■ **What is required**: Leaving out every picture, quote the data below exactly as it appears.

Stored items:
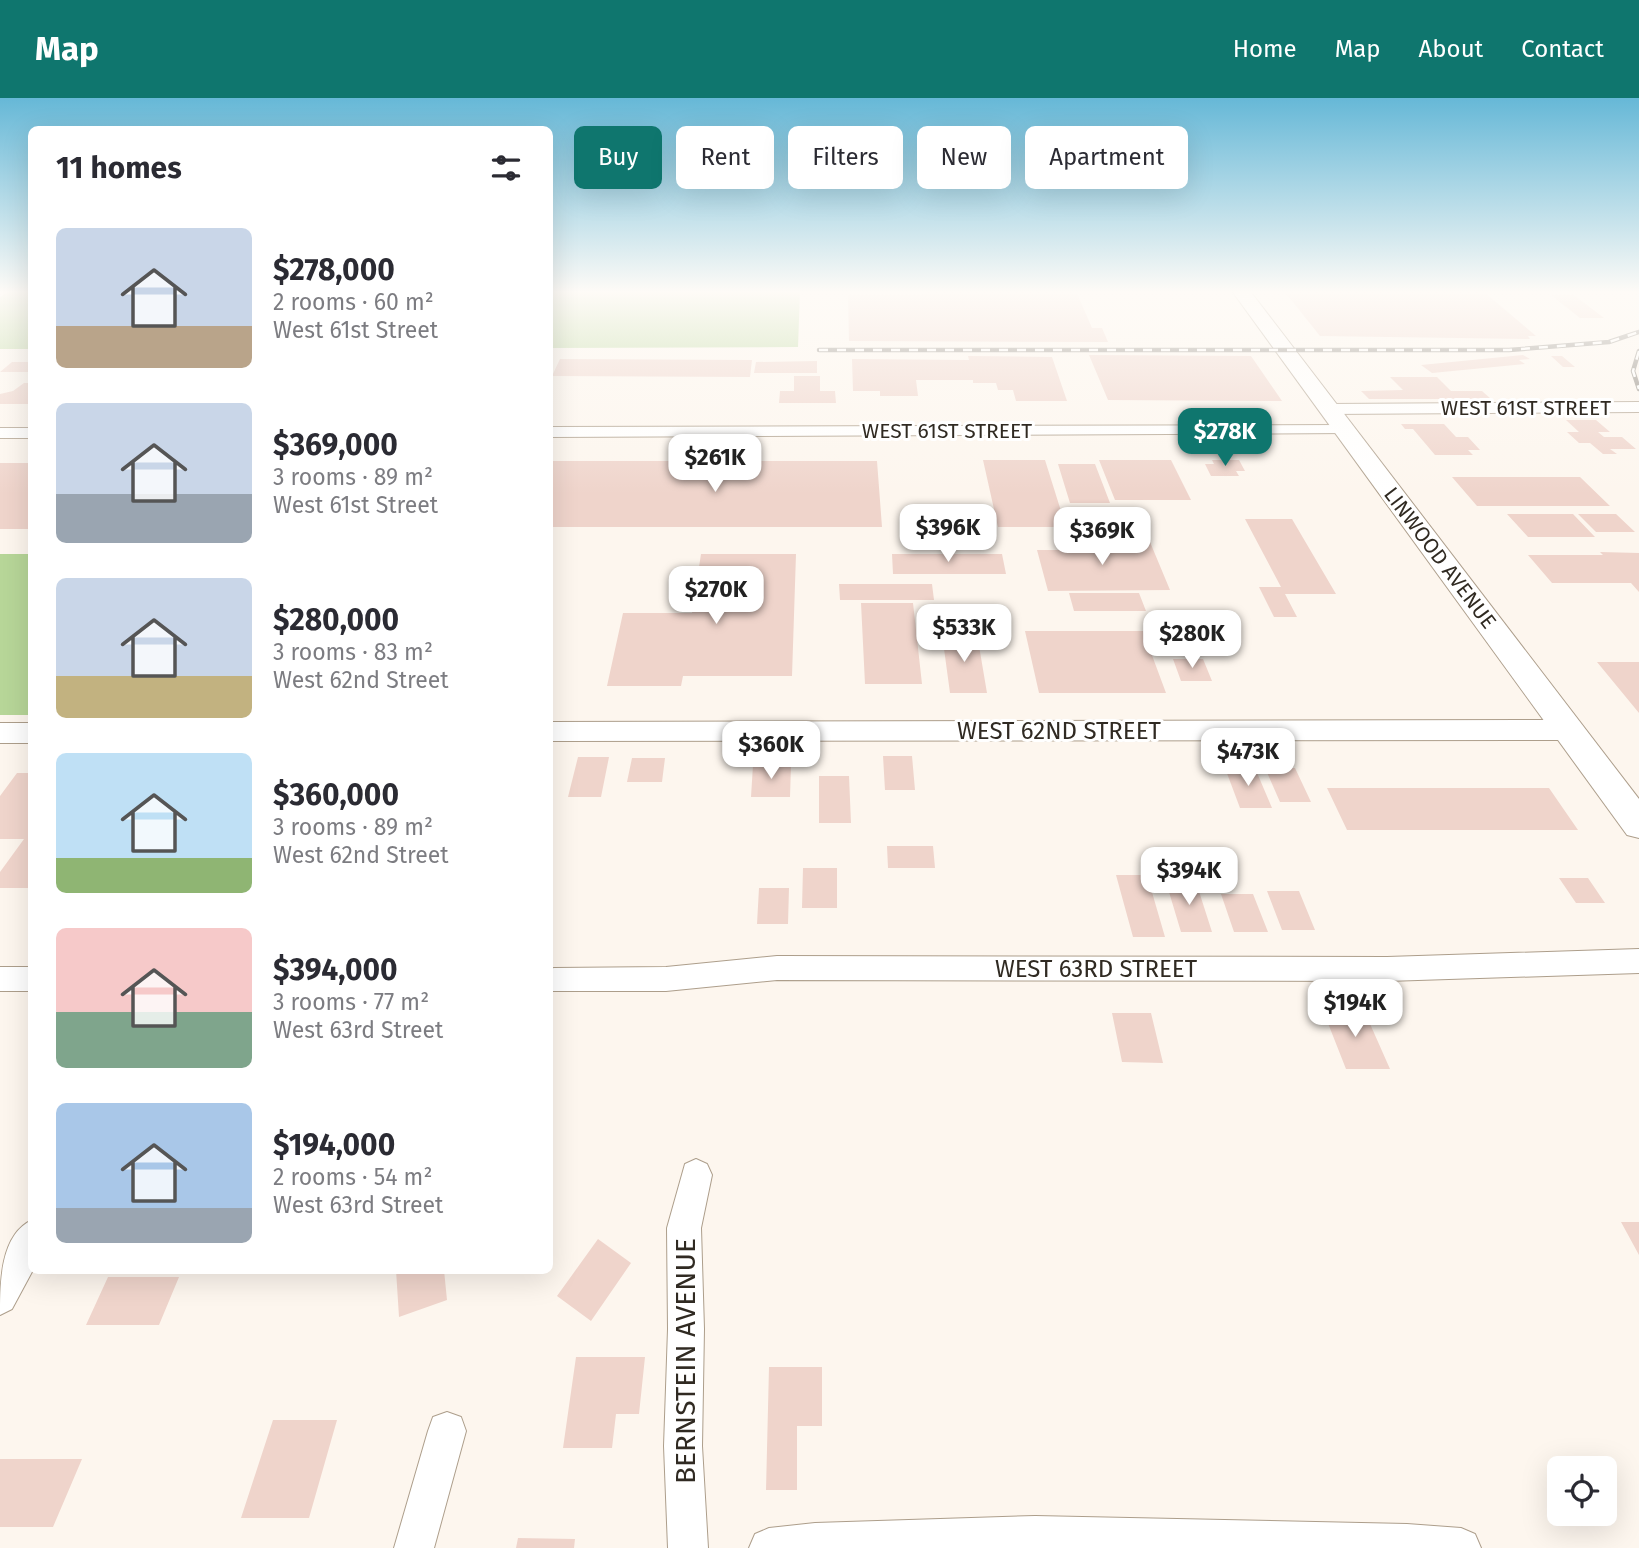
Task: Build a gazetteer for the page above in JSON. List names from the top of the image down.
{
  "streets": {
    "main road": ["LINWOOD AVENUE"],
    "street": [
      "WEST 61ST STREET",
      "WEST 62ND STREET",
      "WEST 63RD STREET",
      "BERNSTEIN AVENUE"
    ]
  },
  "crossings": [
    ["WEST 61ST STREET", "LINWOOD AVENUE"],
    ["LINWOOD AVENUE", "WEST 62ND STREET"]
  ],
  "page": {
    "header": "Map",
    "nav": [
      "Home",
      "Map",
      "About",
      "Contact"
    ],
    "chip": [
      "Buy",
      "Rent",
      "Filters",
      "New",
      "Apartment"
    ],
    "heading": "11 homes",
    "list": [
      {
        "name": "$278,000",
        "note": "2 rooms · 60 m² · West 61st Street"
      },
      {
        "name": "$369,000",
        "note": "3 rooms · 89 m² · West 61st Street"
      },
      {
        "name": "$280,000",
        "note": "3 rooms · 83 m² · West 62nd Street"
      },
      {
        "name": "$360,000",
        "note": "3 rooms · 89 m² · West 62nd Street"
      },
      {
        "name": "$394,000",
        "note": "3 rooms · 77 m² · West 63rd Street"
      },
      {
        "name": "$194,000",
        "note": "2 rooms · 54 m² · West 63rd Street"
      }
    ],
    "price": [
      "$278K",
      "$261K",
      "$396K",
      "$369K",
      "$270K",
      "$533K",
      "$280K",
      "$360K",
      "$473K",
      "$394K",
      "$194K"
    ]
  }
}
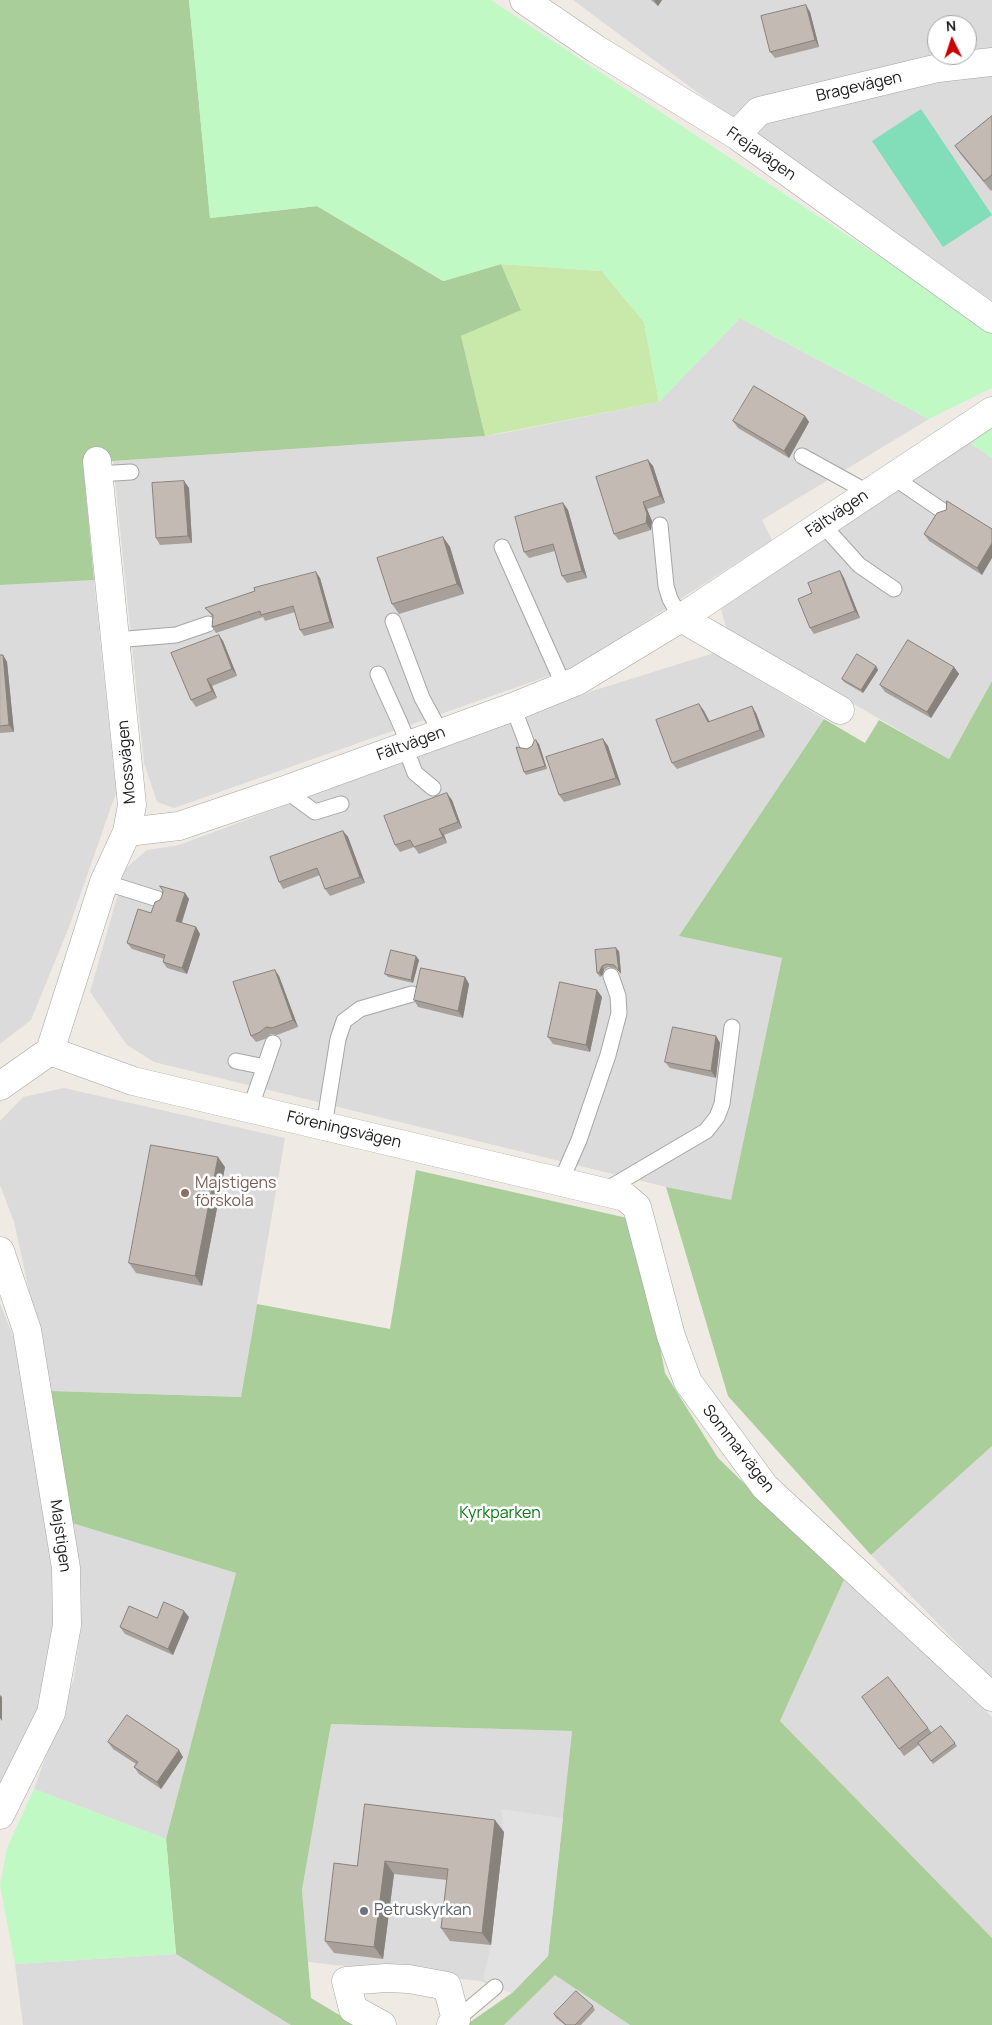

■ **Result of the task**:
Task: Build a gazetteer for the page above in JSON. List names from the top of the image down.
{
  "streets": {
    "main road": ["LINWOOD AVENUE"],
    "street": [
      "WEST 61ST STREET",
      "WEST 62ND STREET",
      "WEST 63RD STREET",
      "BERNSTEIN AVENUE"
    ]
  },
  "crossings": [
    ["WEST 61ST STREET", "LINWOOD AVENUE"],
    ["LINWOOD AVENUE", "WEST 62ND STREET"]
  ],
  "page": {
    "header": "Map",
    "nav": [
      "Home",
      "Map",
      "About",
      "Contact"
    ],
    "chip": [
      "Buy",
      "Rent",
      "Filters",
      "New",
      "Apartment"
    ],
    "heading": "11 homes",
    "list": [
      {
        "name": "$278,000",
        "note": "2 rooms · 60 m² · West 61st Street"
      },
      {
        "name": "$369,000",
        "note": "3 rooms · 89 m² · West 61st Street"
      },
      {
        "name": "$280,000",
        "note": "3 rooms · 83 m² · West 62nd Street"
      },
      {
        "name": "$360,000",
        "note": "3 rooms · 89 m² · West 62nd Street"
      },
      {
        "name": "$394,000",
        "note": "3 rooms · 77 m² · West 63rd Street"
      },
      {
        "name": "$194,000",
        "note": "2 rooms · 54 m² · West 63rd Street"
      }
    ],
    "price": [
      "$278K",
      "$261K",
      "$396K",
      "$369K",
      "$270K",
      "$533K",
      "$280K",
      "$360K",
      "$473K",
      "$394K",
      "$194K"
    ]
  }
}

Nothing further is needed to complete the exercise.